# [HOW TO COMPLETE THIS TASK]
Repeat verbatim, and only, the lines of the data below, beginning at the line that contains "font-size:14px; color:#e8d7ce; font-weight:700" and stopping after the line that contains "font-size:15px; color:#55d1ee; font-style:italic".

[Stored items]

########################################

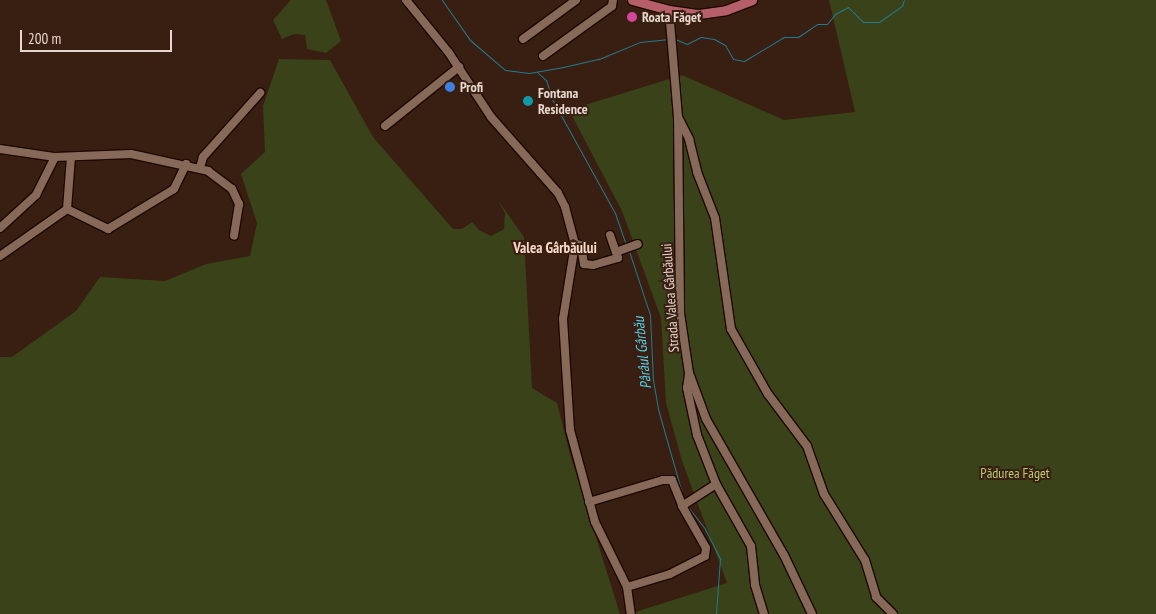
<!DOCTYPE html>
<html>
<head>
<meta charset="utf-8">
<style>
	body { margin:0 }
	#map { position:relative; width:1156px; height:614px; overflow:hidden; background:#381f11; font-family:"PT Sans Narrow",sans-serif }
	div>[style] { position:absolute }
	[style*='--x'] { left:calc(var(--x)*1px); top:calc(var(--y)*1px); width:calc(var(--w)*1px); rotate:calc(var(--a)*1deg) }
	.green>* { inset:0; background:#394218 }
	.stream>* { height:1px; margin:-0.5px; padding:0 0.5px; transform-origin:0.5px; border-radius:0.5px; background:#237b8f }
	.roads { filter:drop-shadow(1px 0 #1e0800) drop-shadow(-1px 0 #1e0800) drop-shadow(0 1px #1e0800) drop-shadow(0 -1px #1e0800) }
	.minor>* { height:8px; margin:-4px; padding:0 4px; transform-origin:4px; border-radius:4px; background:#876959 }
	.major>* { height:9px; margin:-4.5px; padding:0 4.5px; transform-origin:4.5px; border-radius:4.5px; background:#b45f6a }
	.dots>* { width:14px; height:14px; translate:-50% -50%; box-sizing:border-box; border:2px solid #381f11; border-radius:50% }
	span { translate:-50% -50%; white-space:nowrap; text-align:center; line-height:1.15; -webkit-text-stroke:4px #381f11; paint-order:stroke }
	.poi-label { font-size:14px; color:#e8d7ce; font-weight:700 }
	.left { translate:0 -50%; text-align:left }
	.street-label { font-size:14px; color:#e8d7ce }
	.park-label { font-size:14px; color:#b8cd76 }
	.neighbourhood-label { font-size:15px; color:#fbd9c7; font-weight:700 }
	.water-label { font-size:15px; color:#55d1ee; font-style:italic }
	.scale { position:absolute; left:20px; top:30px; width:152px; height:22px; box-sizing:border-box; border:2px solid #e8d7ce; border-top:0; padding-left:6px; font-size:15px; line-height:18px; white-space:nowrap; color:#e8d7ce; -webkit-text-stroke:4px #381f11; paint-order:stroke }
</style>
</head>
<body>
<div id="map">
	<div class="green">
		<div style="clip-path:polygon(291px 0,326px 0,341px 41px,326px 53px,307px 49px,305px 35px,294px 34px,282px 39px,273px 20px)"></div>
		<div style="clip-path:polygon(829px 0,1156px 0,1156px 614px,629px 614px,727px 583px,682px 461px,666px 403px,661px 318px,622px 211px,569px 110px,682px 75px,784px 120px,855px 112px)"></div>
		<div style="clip-path:polygon(279px 59px,330px 60px,373px 137px,453px 229px,462px 229px,472px 222px,479px 230px,491px 236px,504px 229px,505px 213px,497px 199px,524px 237px,532px 388px,557px 403px,569px 451px,620px 614px,0 614px,0 357px,12px 357px,76px 311px,100px 277px,165px 281px,206px 264px,250px 256px,257px 223px,241px 174px,265px 152px,263px 106px)"></div>
	</div>
	<div class="stream">
		<div style="--x:442;--y:0;--w:49;--a:55"></div>
		<div style="--x:470;--y:40;--w:46;--a:40.6"></div>
		<div style="--x:505;--y:70;--w:24;--a:7"></div>
		<div style="--x:529;--y:73;--w:35;--a:-10"></div>
		<div style="--x:563;--y:67;--w:37;--a:-13"></div>
		<div style="--x:599;--y:59;--w:44;--a:-22.5"></div>
		<div style="--x:640;--y:42;--w:29;--a:-6"></div>
		<div style="--x:675;--y:39;--w:13;--a:23"></div>
		<div style="--x:687;--y:44;--w:16;--a:-27"></div>
		<div style="--x:701;--y:37;--w:13;--a:9"></div>
		<div style="--x:714;--y:39;--w:13;--a:29"></div>
		<div style="--x:725;--y:45;--w:16;--a:60"></div>
		<div style="--x:733;--y:59;--w:11;--a:10"></div>
		<div style="--x:744;--y:61;--w:47;--a:-31"></div>
		<div style="--x:784;--y:37;--w:14;--a:0"></div>
		<div style="--x:798;--y:37;--w:23;--a:-34"></div>
		<div style="--x:817;--y:24;--w:10;--a:0"></div>
		<div style="--x:827;--y:24;--w:13;--a:-51"></div>
		<div style="--x:835;--y:14;--w:15;--a:-28"></div>
		<div style="--x:848;--y:7;--w:21;--a:45"></div>
		<div style="--x:863;--y:22;--w:16;--a:0"></div>
		<div style="--x:879;--y:22;--w:28;--a:-35"></div>
		<div style="--x:902;--y:6;--w:6;--a:-72"></div>
		<div style="--x:537;--y:72;--w:12;--a:42"></div>
		<div style="--x:546;--y:80;--w:20;--a:72"></div>
		<div style="--x:552;--y:99;--w:130;--a:61.1"></div>
		<div style="--x:615;--y:213;--w:34;--a:71"></div>
		<div style="--x:629;--y:251;--w:67;--a:71.8"></div>
		<div style="--x:650;--y:315;--w:65;--a:87.4"></div>
		<div style="--x:653;--y:380;--w:29;--a:80"></div>
		<div style="--x:658;--y:409;--w:91;--a:74.1"></div>
		<div style="--x:688;--y:507;--w:28;--a:52"></div>
		<div style="--x:705;--y:529;--w:34;--a:63"></div>
		<div style="--x:720;--y:559;--w:55;--a:94.2"></div>
	</div>
	<div class="roads">
		<div class="minor">
			<div style="--x:406;--y:0;--w:68;--a:50.9"></div>
			<div style="--x:449;--y:53;--w:77;--a:56.7"></div>
			<div style="--x:491;--y:117;--w:101;--a:48.6"></div>
			<div style="--x:558;--y:193;--w:16;--a:63"></div>
			<div style="--x:565;--y:207;--w:38;--a:75"></div>
			<div style="--x:575;--y:244;--w:76;--a:99.1"></div>
			<div style="--x:563;--y:319;--w:111;--a:86.4"></div>
			<div style="--x:570;--y:430;--w:95;--a:74.8"></div>
			<div style="--x:595;--y:522;--w:72;--a:63.8"></div>
			<div style="--x:627;--y:587;--w:27;--a:82"></div>
			<div style="--x:669;--y:10;--w:107;--a:85.2"></div>
			<div style="--x:678;--y:117;--w:196;--a:89.4"></div>
			<div style="--x:680;--y:313;--w:61;--a:81.5"></div>
			<div style="--x:689;--y:373;--w:49;--a:69.7"></div>
			<div style="--x:706;--y:419;--w:157;--a:60.2"></div>
			<div style="--x:784;--y:555;--w:65;--a:64.6"></div>
			<div style="--x:523;--y:39;--w:66;--a:-36.3"></div>
			<div style="--x:543;--y:56;--w:85;--a:-35.9"></div>
			<div style="--x:612;--y:6;--w:6;--a:-81"></div>
			<div style="--x:678;--y:117;--w:25;--a:63"></div>
			<div style="--x:689;--y:139;--w:34;--a:76"></div>
			<div style="--x:697;--y:172;--w:49;--a:68.6"></div>
			<div style="--x:715;--y:218;--w:112;--a:81.8"></div>
			<div style="--x:731;--y:329;--w:75;--a:60.4"></div>
			<div style="--x:768;--y:394;--w:65;--a:53.1"></div>
			<div style="--x:807;--y:446;--w:51;--a:70.5"></div>
			<div style="--x:824;--y:494;--w:78;--a:58.2"></div>
			<div style="--x:865;--y:560;--w:39;--a:73"></div>
			<div style="--x:876;--y:597;--w:24;--a:45"></div>
			<div style="--x:385;--y:126;--w:95;--a:-38.6"></div>
			<div style="--x:0;--y:149;--w:56;--a:8.3"></div>
			<div style="--x:55;--y:157;--w:76;--a:-2.3"></div>
			<div style="--x:131;--y:154;--w:79;--a:12.4"></div>
			<div style="--x:208;--y:171;--w:30;--a:37"></div>
			<div style="--x:232;--y:189;--w:17;--a:65"></div>
			<div style="--x:239;--y:204;--w:32;--a:99"></div>
			<div style="--x:200;--y:168;--w:11;--a:-75"></div>
			<div style="--x:203;--y:157;--w:86;--a:-48.3"></div>
			<div style="--x:67;--y:209;--w:46;--a:26"></div>
			<div style="--x:108;--y:229;--w:77;--a:-31.2"></div>
			<div style="--x:174;--y:189;--w:28;--a:-64"></div>
			<div style="--x:0;--y:228;--w:49;--a:-42.5"></div>
			<div style="--x:36;--y:195;--w:42;--a:-63.4"></div>
			<div style="--x:610;--y:235;--w:18;--a:71"></div>
			<div style="--x:575;--y:244;--w:6;--a:9"></div>
			<div style="--x:581;--y:245;--w:19;--a:81"></div>
			<div style="--x:584;--y:264;--w:9;--a:6"></div>
			<div style="--x:593;--y:265;--w:26;--a:-16"></div>
			<div style="--x:618;--y:258;--w:6;--a:-108"></div>
			<div style="--x:616;--y:252;--w:23;--a:-20"></div>
			<div style="--x:0;--y:256;--w:82;--a:-35"></div>
			<div style="--x:67;--y:209;--w:52;--a:-85.6"></div>
			<div style="--x:689;--y:374;--w:14;--a:98"></div>
			<div style="--x:687;--y:388;--w:48;--a:78"></div>
			<div style="--x:697;--y:435;--w:53;--a:68.8"></div>
			<div style="--x:716;--y:484;--w:71;--a:60.6"></div>
			<div style="--x:751;--y:546;--w:39;--a:84"></div>
			<div style="--x:755;--y:585;--w:30;--a:73"></div>
			<div style="--x:589;--y:502;--w:77;--a:-16.6"></div>
			<div style="--x:663;--y:480;--w:9;--a:0"></div>
			<div style="--x:672;--y:480;--w:27;--a:68"></div>
			<div style="--x:627;--y:587;--w:45;--a:-16.8"></div>
			<div style="--x:670;--y:574;--w:39;--a:-27"></div>
			<div style="--x:705;--y:556;--w:8;--a:-83"></div>
			<div style="--x:706;--y:548;--w:48;--a:-119.7"></div>
			<div style="--x:682;--y:506;--w:40;--a:-32.9"></div>
		</div>
		<div class="major">
			<div style="--x:632;--y:0;--w:38;--a:15"></div>
			<div style="--x:669;--y:10;--w:30;--a:8"></div>
			<div style="--x:699;--y:14;--w:27;--a:-8"></div>
			<div style="--x:726;--y:10;--w:28;--a:-21"></div>
		</div>
	</div>
	<div class="dots">
		<div style="left:632px;top:17px;background:#d1479c"></div>
		<div style="left:450px;top:87px;background:#3f7fe0"></div>
		<div style="left:528px;top:101px;background:#0f9aa8"></div>
	</div>
	<div class="poi-label">
		<span class="left" style="left:642px;top:17px">Roata Făget</span>
		<span class="left" style="left:460px;top:87px">Profi</span>
		<span class="left" style="left:538px;top:101px">Fontana<br>Residence</span>
	</div>
	<div class="street-label">
		<span style="left:670px;top:298px;rotate:-94deg">Strada Valea Gârbăului</span>
	</div>
	<div class="park-label">
		<span style="left:1015px;top:473px">Pădurea Făget</span>
	</div>
	<div class="neighbourhood-label">
		<span style="left:555px;top:248px">Valea Gârbăului</span>
	</div>
	<div class="water-label">
		<span style="left:642px;top:353px;rotate:-96deg">Pârâul Gârbău</span>
	</div>
	<div class="scale">200 m</div>
</div>
</body>
</html>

########################################

# [PROBLEM SOLUTION]
	.poi-label { font-size:14px; color:#e8d7ce; font-weight:700 }
	.left { translate:0 -50%; text-align:left }
	.street-label { font-size:14px; color:#e8d7ce }
	.park-label { font-size:14px; color:#b8cd76 }
	.neighbourhood-label { font-size:15px; color:#fbd9c7; font-weight:700 }
	.water-label { font-size:15px; color:#55d1ee; font-style:italic }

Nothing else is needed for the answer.